Saya sih setuju dengan KPK yang harus lebih optimal mencegah korupsi. Sebenarnya sih, fungsi ini sudah dijalankan juga oleh Badan Pengawasan Keuangan dan Pembangunan sejak 1983. Saya percaya, sebaiknya jangan ada dua institusi yang melakukan hal yang sama. Mubazir.

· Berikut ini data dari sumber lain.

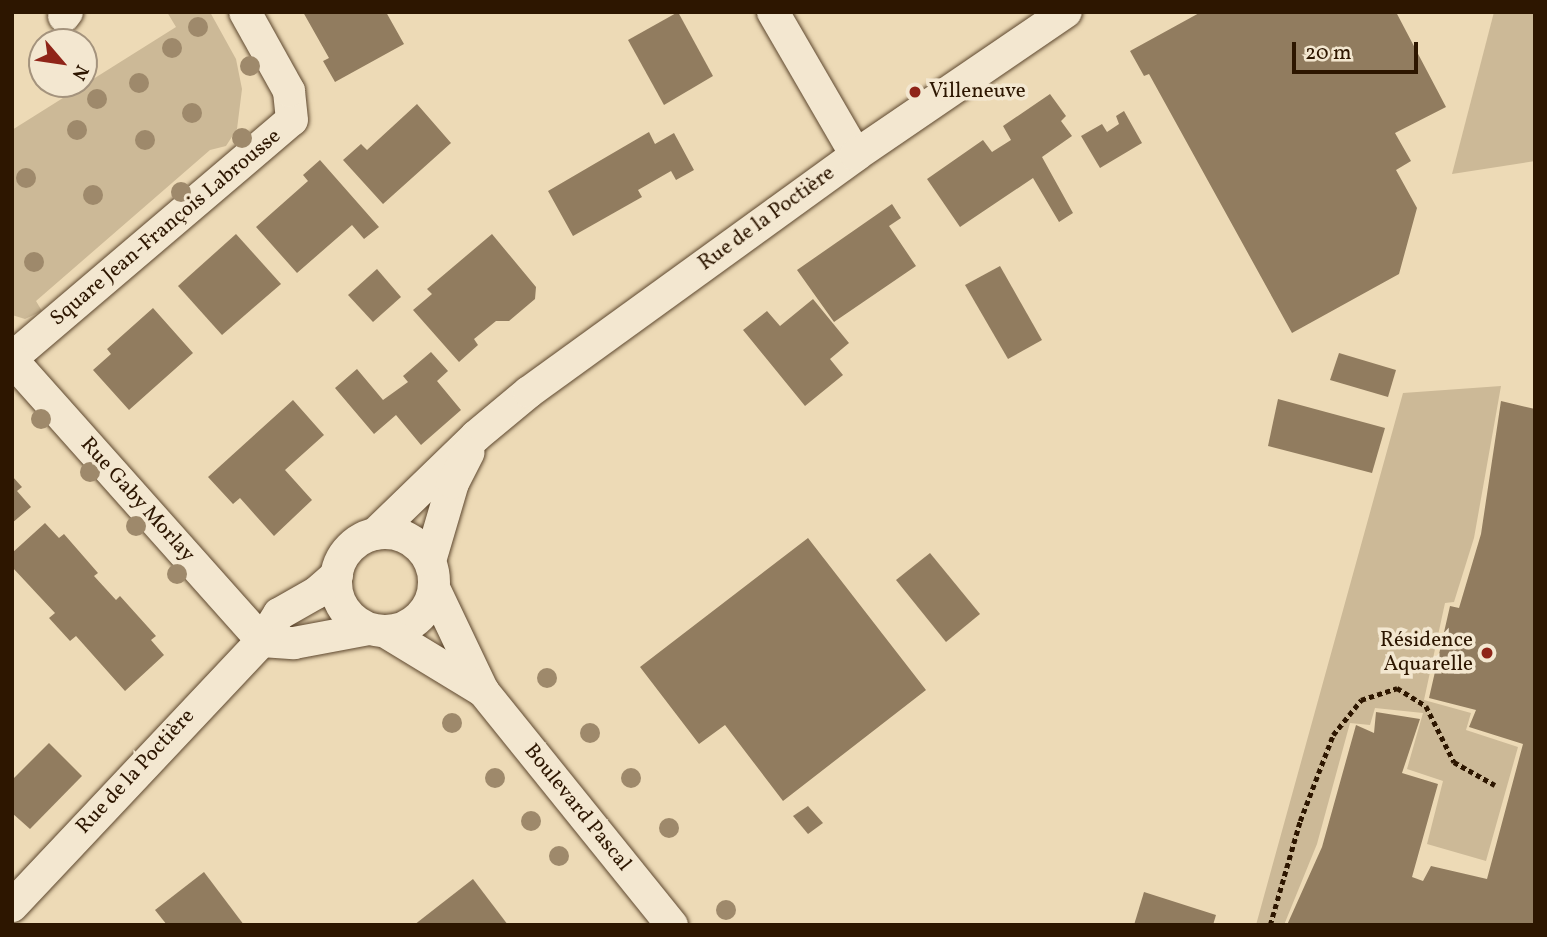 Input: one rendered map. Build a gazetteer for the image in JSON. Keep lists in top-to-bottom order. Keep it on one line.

Tapi ada realita lain. Realita politik. Suka tidak suka, aktor politik di negara ini secara umum masih lebih dekat dengan perilaku koruptif. Bisa jadi karena faktor internal partai politik, atau praktik pemilihan kita yang masih sarat dengan politik uang. Kalau KPK hanya fokus di penindakan, bagus sih, tapi penjara akan terus penuh dengan para elit partai, kepala daerah, anggota dewan dan menteri.

Ini buah simalakama. Maju salah, mundur juga salah. Alhasil kompromi ya sudahlah, mungkin KPK hari ini diminta untuk fokus pada pencegahan saja. Elit politik kita mungkin ingin realistis, tapi saya takutkan jangan sampai mereka terjerumus menjadi permisif.

Apa itu permisif? Membolehkan koruptor merajalela. Rakyat ga akan tinggal diam, itu keyakinan saya. Kita hanya warga biasa yang sedang menyuarakan keresahan. Urusan beginian, sebenarnya sih kita putuskan kepada para elit.